Three days before the expungement order, Hotels Nevada filed a verified complaint in Nevada against L.A. Pacific (Nevada complaint), alleging causes of action for quiet title, appointment of a receiver, rescission based on fraud, cancellation of written instruments based on illegality, civil conspiracy and intentional interference with prospective economic advantage. The Nevada complaint was premised on the same facts alleged in the Complaint. Hotels Nevada asserted that the purpose of this second action was to allege a real property claim—its cause of action to quiet title—in response to L.A. Pacific’s prior contention in its motion to expunge the lis pendens that the Complaint lacked a real property claim. Concurrently with the Nevada complaint, Hotels Nevada filed three notices of lis pendens in Nevada (Nevada lis pendens). In March 2006, the Nevada court denied L.A. Pacific’s motion to expunge the Nevada lis pendens and subsequently denied its motions to dismiss or stay the action on the Nevada complaint and to compel arbitration of the Nevada complaint.

In April 2006, L.A. Pacific filed a cross-complaint against Hotels Nevada alleging causes of action for abuse of process, slander of title, intentional interference with contractual obligations and indemnity (Cross-Complaint). In November 2006, we issued our decision reversing the trial court’s order denying L.A. Pacific’s petition to compel arbitration. At a December 13, 2006 hearing, L.A. Pacific sought an order from the trial court determining that the filing of the Nevada lis pendens violated California law. During that hearing, in the context of discussing the upcoming evidentiary hearing on the petition to compel arbitration, the trial court inquired of Hotels Nevada’s counsel: “Bear with me, you are the plaintiffs. Why don’t you just dismiss this case and proceed only in Nevada? You can do that.” Counsel responded that Hotels Nevada would be willing to dismiss its Complaint without prejudice if L.A. Pacific would, in turn, dismiss its Cross-Complaint without prejudice. Counsel for L.A. Pacific was not interested in the proposal, stating that he would prefer to remain in California. The parties did agree, however, that any discovery obtained could be used in either California or Nevada.
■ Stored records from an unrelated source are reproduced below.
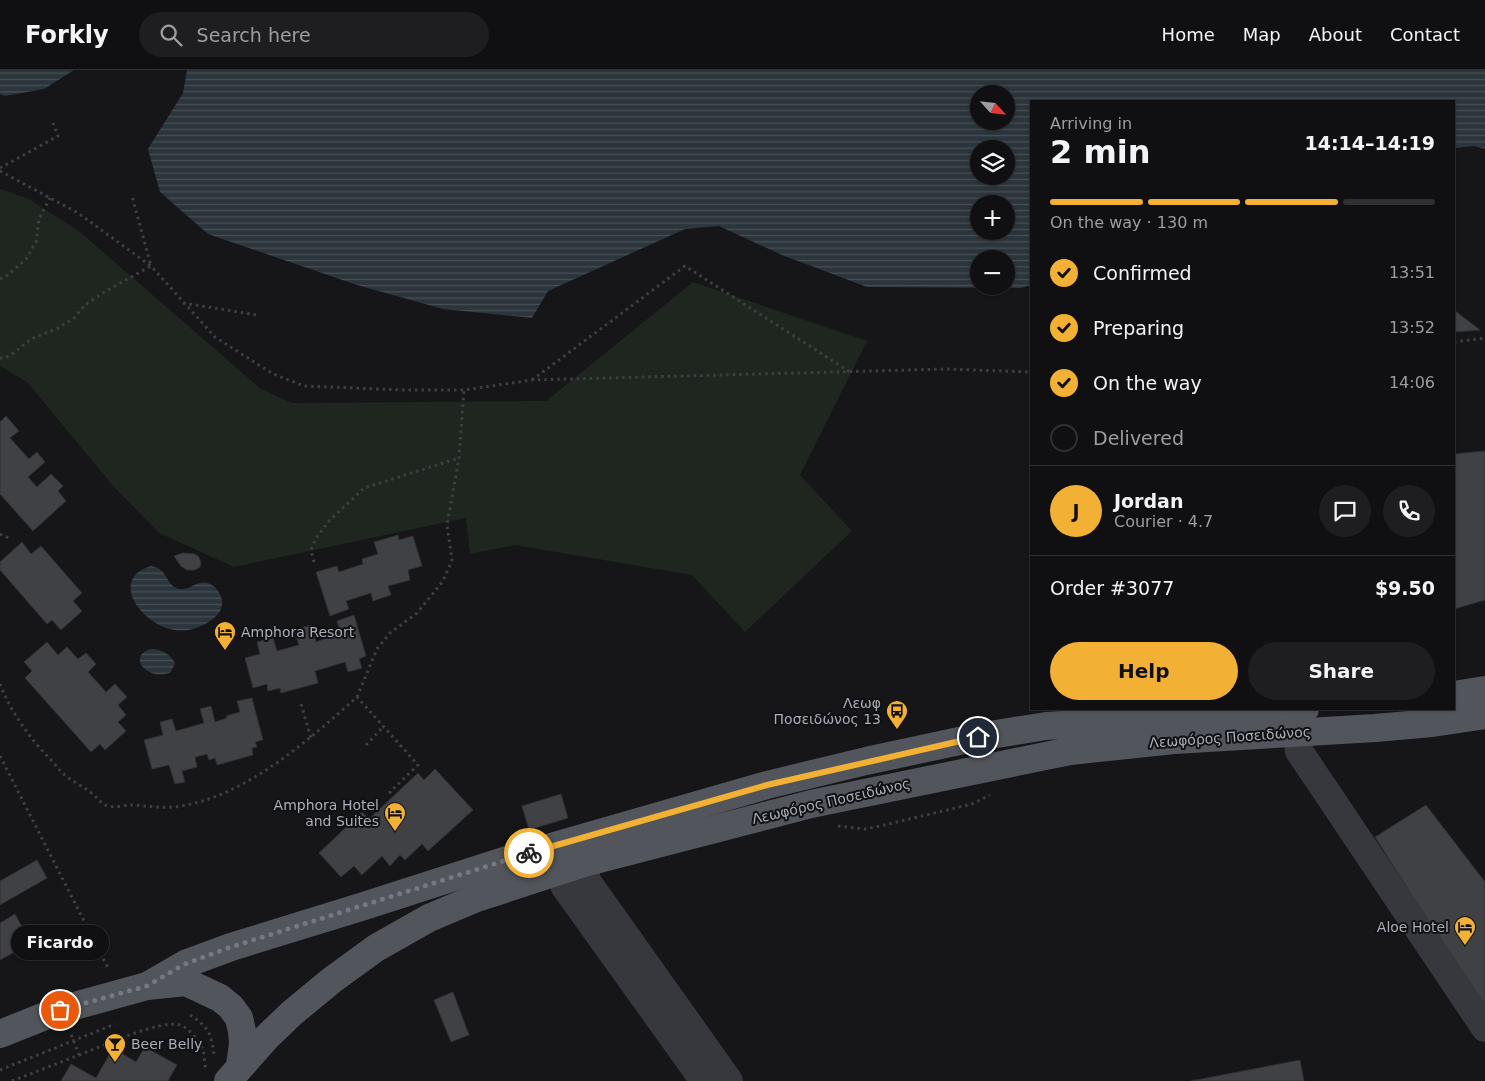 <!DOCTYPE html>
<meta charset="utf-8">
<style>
:root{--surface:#101012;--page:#1e1e20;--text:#f1f3f6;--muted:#9c9d9f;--line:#303032;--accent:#f2b134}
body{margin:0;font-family:"DejaVu Sans",sans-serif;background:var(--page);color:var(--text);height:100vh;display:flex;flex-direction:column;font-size:19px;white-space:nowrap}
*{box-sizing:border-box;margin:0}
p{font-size:16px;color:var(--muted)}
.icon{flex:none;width:28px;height:28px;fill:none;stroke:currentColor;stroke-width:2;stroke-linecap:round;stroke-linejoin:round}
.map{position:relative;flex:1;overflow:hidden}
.sheet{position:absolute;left:1030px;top:30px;width:425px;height:610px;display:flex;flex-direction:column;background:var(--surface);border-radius:0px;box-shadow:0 1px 4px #0004,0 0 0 1px var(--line)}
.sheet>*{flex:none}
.needle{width:32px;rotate:117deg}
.controls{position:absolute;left:970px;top:15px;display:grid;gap:10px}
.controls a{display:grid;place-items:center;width:45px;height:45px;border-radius:50%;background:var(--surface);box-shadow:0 1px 4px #0004,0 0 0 1px var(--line);font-size:25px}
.pin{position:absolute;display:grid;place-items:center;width:42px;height:42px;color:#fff;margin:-21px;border:2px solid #fff;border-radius:50%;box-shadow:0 1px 5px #0007}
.courier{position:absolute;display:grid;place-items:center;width:50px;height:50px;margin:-25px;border:4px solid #f2b134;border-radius:50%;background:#fff;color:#222;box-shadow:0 1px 6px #0007}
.bubble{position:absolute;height:35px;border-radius:18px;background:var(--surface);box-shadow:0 1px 4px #0004,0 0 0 1px var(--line);font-size:16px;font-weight:700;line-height:35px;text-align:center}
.head em{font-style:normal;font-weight:700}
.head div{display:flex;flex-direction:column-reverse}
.head{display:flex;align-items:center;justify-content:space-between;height:85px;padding:0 20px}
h1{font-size:32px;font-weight:700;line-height:38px}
.bar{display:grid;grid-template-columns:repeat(4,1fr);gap:8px 5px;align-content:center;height:60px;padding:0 20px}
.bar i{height:6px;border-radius:4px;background:var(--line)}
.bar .current{background:var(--accent)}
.bar p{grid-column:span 4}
.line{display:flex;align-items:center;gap:12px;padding:0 20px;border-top:1px solid var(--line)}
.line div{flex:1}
.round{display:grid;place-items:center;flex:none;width:52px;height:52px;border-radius:26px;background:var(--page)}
ol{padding:0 20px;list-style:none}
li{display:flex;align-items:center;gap:15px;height:55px}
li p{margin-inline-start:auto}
li .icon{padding:5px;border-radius:50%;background:var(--accent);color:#111;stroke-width:4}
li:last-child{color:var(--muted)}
li i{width:28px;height:28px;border:2px solid var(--line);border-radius:50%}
.button{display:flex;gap:10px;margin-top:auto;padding:10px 20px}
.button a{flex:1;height:58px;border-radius:30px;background:var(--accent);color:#111;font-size:20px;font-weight:700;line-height:58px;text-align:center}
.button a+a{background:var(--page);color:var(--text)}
header{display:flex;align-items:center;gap:30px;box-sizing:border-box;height:70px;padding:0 25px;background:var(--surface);border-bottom:1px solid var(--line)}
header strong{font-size:24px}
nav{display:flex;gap:28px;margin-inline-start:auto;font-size:18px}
.search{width:350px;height:45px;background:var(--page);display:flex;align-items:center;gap:12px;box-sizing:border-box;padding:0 18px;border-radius:28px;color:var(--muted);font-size:19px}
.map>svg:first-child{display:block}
.grass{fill:#1e261f}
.water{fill:url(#water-rules);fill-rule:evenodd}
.building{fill:#404145;stroke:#303034}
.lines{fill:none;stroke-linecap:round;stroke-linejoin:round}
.path{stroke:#3d3f44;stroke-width:3;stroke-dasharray:2.5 4;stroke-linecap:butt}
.minor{stroke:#37383d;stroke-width:28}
.major{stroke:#53555c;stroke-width:28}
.done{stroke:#757880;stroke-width:5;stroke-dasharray:0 9}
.route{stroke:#f2b134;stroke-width:6}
.labels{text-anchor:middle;stroke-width:4;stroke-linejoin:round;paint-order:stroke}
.poi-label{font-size:14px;fill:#a8adb8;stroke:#111113;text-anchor:end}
.street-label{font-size:14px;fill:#a8adb8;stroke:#111113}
</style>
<header>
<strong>Forkly</strong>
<div class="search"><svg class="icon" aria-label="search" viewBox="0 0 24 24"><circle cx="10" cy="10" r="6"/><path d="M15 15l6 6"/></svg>Search here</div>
<nav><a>Home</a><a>Map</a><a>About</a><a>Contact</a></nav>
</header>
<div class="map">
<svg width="1485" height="1011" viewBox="0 0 1485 1011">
<defs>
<pattern id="water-rules" width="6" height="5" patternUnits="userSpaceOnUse" patternTransform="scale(1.25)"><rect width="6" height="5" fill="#2c353c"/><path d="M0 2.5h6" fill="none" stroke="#485056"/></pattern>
</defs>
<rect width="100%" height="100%" fill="#161618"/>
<!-- grass -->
<polygon class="grass" points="0,119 29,129 80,162 261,319 292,333 546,331 693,212 867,271 800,405 852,461 745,562 692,505 515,475 470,484 466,448 234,497 159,463 114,417 27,312 0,296"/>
<!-- water -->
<g class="water">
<polygon points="0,0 74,0 44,19 5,26 0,24"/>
<path d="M187,0h1298v79l-11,-3 -20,2v-47h-423v184l-10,3 -154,-1 -85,-32 -63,-29 -34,3 -137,62 -16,27 -89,-9 -86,-24 -149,-51 -48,-42 -12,-43 35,-56zM979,24h27v27h-27zM979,79h27v27h-27zM979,134h27v27h-27zM979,189h27v27h-27z"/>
<path d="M151,496c17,3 13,15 25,22 12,6 22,-12 36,-3 4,2 7,7 9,12 7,18 -19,31 -33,33 -38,7 -85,-50 -37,-64z"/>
<path d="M152,579c11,1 18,5 23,14l-4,9c-23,11 -46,-17 -19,-23z"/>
</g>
<!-- building -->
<g class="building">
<polygon points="1454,240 1480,260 1454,262"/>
<polygon points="6,346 19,361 10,368 29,389 37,382 45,392 28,407 37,417 51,404 63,416 58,421 66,431 33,461 0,424 0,352"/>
<polygon points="1485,381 1485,530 1454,539 1454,384"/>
<polygon points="398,465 399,470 413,466 422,496 408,500 410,510 388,516 391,525 373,531 371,523 346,531 349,539 330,546 316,502 337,496 339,502 363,494 362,489 378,484 374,472"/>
<polygon points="22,472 31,484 41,476 82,523 73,531 82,541 61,560 52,550 47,554 0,500 0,492"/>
<polygon points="183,483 195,484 199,487 201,493 200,497 195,500 187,500 181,496 174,486"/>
<polygon points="354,545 366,586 359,589 362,598 348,602 345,592 315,601 318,613 281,623 280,618 268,621 267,614 253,618 245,588 260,584 257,572 273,568 277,581 299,575 294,560 311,555 316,572 327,568 326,565 340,561 337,551"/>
<polygon points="47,572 58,585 67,577 78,589 86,583 96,594 88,602 106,622 115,614 127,627 118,635 126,645 118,652 126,661 105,680 100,674 91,682 25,608 32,601 24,592"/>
<polygon points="252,628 263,670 255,672 257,677 252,678 253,685 217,695 215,688 209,690 207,684 195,687 197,697 182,701 185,712 175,714 169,695 152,699 144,670 163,665 160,652 172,649 176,661 204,653 200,639 211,636 215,652 227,648 226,646 240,642 237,631"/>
<polygon points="435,699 473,740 428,781 422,774 405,790 400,785 390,796 382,786 362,805 354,796 341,807 319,783 362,742 369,749 418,703 424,710"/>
<polygon points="561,724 568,748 529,760 522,736"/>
<polygon points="1426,735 1485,812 1485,940 1375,767"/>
<polygon points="37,790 47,808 0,835 0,811"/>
<polygon points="15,844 31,873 0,890 0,853"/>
<polygon points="453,922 469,965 451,972 434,930"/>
<polygon points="145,977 177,995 168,1011 61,1011 71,994 96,1008 113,978 136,992"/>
<polygon points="1300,990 1304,1011 1191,1011"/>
</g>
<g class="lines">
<!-- path -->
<g class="path">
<polyline points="0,98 58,66 53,53"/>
<polyline points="0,101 78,143 151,196 215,267 273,304 304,316 403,320 464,320 532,310 947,299 1031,302"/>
<polyline points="0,209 8,205 26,189 36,172 39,149 50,128"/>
<polyline points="183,233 257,245"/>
<polyline points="1454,272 1485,268"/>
<polyline points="0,288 5,288 15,282 31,269 58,258 74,248 85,235 106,221 151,196 132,126"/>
<polyline points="532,310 685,196 850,302"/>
<polyline points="0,464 11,469"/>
<polyline points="314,492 311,480 316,468 329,451 364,418 459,388"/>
<path d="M0,614c11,29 31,56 53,78 4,5 8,10 13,14 9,7 20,12 28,19 5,5 8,10 15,11 7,2 16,-1 23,-1 16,1 32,4 49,1 65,-10 129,-67 176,-109l61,68 -28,27 3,4"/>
<polyline points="357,627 377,579 390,563 417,543 443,511 452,490 447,455 459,388 464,320"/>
<polyline points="301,634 311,668"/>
<polyline points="366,675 384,656"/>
<polyline points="0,686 109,900"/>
<polyline points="838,756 865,759 876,757 972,734 990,725"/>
<path d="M190,945c18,11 22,20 24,40"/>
<path d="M79,985c21,-8 82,-36 101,-30 9,3 19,16 23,25 2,6 1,13 3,19"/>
<polyline points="0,1000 115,954"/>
<polyline points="12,1011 79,985 71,964"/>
</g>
<!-- minor -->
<g class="minor">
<polyline points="1292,640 1297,662 1299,681 1485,958"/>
<polyline points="584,793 587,811 729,1011"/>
<polyline points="559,801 565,817 704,1011"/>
</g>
<!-- major -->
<g class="major">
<polyline points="1454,625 1485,620"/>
<polyline points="147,916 185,894 231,877 364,836 513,788 767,715 866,691 978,667 1046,656 1305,639"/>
<polyline points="0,964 60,940 147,916 186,912 220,928 231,937 239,948 242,961 243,974 240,996"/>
<polyline points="228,1011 266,968 292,943 332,910 376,878 429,848 474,829 584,793 811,734 1070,681 1174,670 1375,658 1432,653 1485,645"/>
</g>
</g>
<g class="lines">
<!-- done -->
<polyline class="done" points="60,940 147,916 185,894 231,877 529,783"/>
<!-- route -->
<polyline class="route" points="529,783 767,715 978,667"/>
</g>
<!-- icons -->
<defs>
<g id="hotel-pin" transform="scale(1.125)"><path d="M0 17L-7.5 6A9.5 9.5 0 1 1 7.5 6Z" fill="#f2b134" stroke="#111113"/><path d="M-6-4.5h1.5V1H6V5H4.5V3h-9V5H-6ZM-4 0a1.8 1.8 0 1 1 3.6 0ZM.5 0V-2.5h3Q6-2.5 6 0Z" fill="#111"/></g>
<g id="bus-pin" transform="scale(1.125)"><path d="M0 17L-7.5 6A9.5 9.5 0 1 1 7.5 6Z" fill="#f2b134" stroke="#111113"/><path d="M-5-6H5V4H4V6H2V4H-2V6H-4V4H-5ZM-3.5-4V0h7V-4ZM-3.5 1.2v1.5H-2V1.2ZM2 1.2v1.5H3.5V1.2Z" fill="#111"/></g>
<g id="bar-pin" transform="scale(1.125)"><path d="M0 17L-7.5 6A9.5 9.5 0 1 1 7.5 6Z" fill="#f2b134" stroke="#111113"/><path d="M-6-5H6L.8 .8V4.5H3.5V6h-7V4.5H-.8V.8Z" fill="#111"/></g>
</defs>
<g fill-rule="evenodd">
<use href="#hotel-pin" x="225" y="562"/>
<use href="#bus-pin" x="897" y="641"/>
<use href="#hotel-pin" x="395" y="743"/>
<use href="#hotel-pin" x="1465" y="857"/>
<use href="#bar-pin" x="115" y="974"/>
</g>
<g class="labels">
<!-- poi labels -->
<g class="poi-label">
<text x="241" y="567" text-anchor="start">Amphora Resort</text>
<text x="881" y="638">Λεωφ<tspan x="881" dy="16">Ποσειδώνος 13</tspan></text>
<text x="379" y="740">Amphora Hotel<tspan x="379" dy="16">and Suites</tspan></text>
<text x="1449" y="862">Aloe Hotel</text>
<text x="131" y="979" text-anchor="start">Beer Belly</text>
</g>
<!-- street labels -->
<g class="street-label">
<text transform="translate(1230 667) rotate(-4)" y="5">Λεωφόρος Ποσειδώνος</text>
<text transform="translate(831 731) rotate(-13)" y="5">Λεωφόρος Ποσειδώνος</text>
</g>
</g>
</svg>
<div class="controls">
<a><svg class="needle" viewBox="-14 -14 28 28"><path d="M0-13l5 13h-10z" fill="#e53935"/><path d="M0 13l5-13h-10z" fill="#9c9d9f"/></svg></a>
<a><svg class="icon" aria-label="layers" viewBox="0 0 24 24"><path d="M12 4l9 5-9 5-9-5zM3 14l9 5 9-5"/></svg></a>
<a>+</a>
<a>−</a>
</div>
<div class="pin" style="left:60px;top:940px;background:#ea580c"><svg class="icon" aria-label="bag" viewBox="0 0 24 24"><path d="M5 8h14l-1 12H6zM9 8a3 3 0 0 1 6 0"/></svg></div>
<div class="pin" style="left:978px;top:667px;background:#1f2937"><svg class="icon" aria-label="home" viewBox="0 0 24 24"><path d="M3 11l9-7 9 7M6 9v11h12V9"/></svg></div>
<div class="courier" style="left:529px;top:783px"><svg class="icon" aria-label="bike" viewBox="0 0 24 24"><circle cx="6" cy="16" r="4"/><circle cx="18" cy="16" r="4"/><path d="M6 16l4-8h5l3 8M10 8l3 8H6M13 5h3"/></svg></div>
<div class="bubble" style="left:11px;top:855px;width:98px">Ficardo</div>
<section class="sheet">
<div class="head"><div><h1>2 min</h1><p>Arriving in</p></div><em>14:14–14:19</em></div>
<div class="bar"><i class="current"></i><i class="current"></i><i class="current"></i><i></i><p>On the way · 130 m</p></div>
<ol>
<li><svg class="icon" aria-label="check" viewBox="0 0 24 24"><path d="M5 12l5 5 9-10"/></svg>Confirmed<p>13:51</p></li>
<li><svg class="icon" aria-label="check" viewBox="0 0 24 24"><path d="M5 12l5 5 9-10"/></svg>Preparing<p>13:52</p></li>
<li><svg class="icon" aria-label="check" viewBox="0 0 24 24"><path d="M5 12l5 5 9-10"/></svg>On the way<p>14:06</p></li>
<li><i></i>Delivered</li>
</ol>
<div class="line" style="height:90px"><b class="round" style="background:var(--accent);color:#111">J</b><div><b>Jordan</b><p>Courier · 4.7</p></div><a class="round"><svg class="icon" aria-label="chat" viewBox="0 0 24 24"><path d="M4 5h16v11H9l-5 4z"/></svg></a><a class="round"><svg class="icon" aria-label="phone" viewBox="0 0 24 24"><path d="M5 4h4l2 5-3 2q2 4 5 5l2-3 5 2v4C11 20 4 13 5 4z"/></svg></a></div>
<div class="line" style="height:65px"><div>Order #3077</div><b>$9.50</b></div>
<div class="button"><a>Help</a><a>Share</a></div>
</section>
</div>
Although the first page of the reporter’s transcript lists the date of the hearing as January 13, 2006, the cover page and reporter’s certification correctly specify the December 13, 2006 date.

Thereafter, in January 2007, L.A. Pacific refiled the Cross-Complaint in response to Hotels Nevada’s contention that the matter had been automatically stayed during the pendency of the appeal. Hotels Nevada then filed a special motion to strike the Cross-Complaint pursuant to section 425.16 (motion to strike). Following a February 2007 hearing, the trial court granted the motion to strike as to the first through third causes of action and denied the motion as to the fourth cause of action for indemnity. We later affirmed the ruling in an unpublished opinion filed in June 2008, Hotels Nevada et al. v. L.A. Pacific Center, Inc., case No. B198348.

Voluntary Dismissal.

On May 3, 9 and 14, 2007, the trial court ruled on several discovery motions, including granting L.A. Pacific’s motion to compel production of documents on the ground that Hotels Nevada had waived attorney-client privilege by previously submitting declarations from transactional counsel and denying Hotels Nevada’s motion to quash subpoenas and/or for a protective order regarding limited discovery from accounting firm RBZ, Inc. With respect to the latter motion, the trial court was persuaded that Hotels Nevada’s financial condition at the time of closing was relevant to the dispute.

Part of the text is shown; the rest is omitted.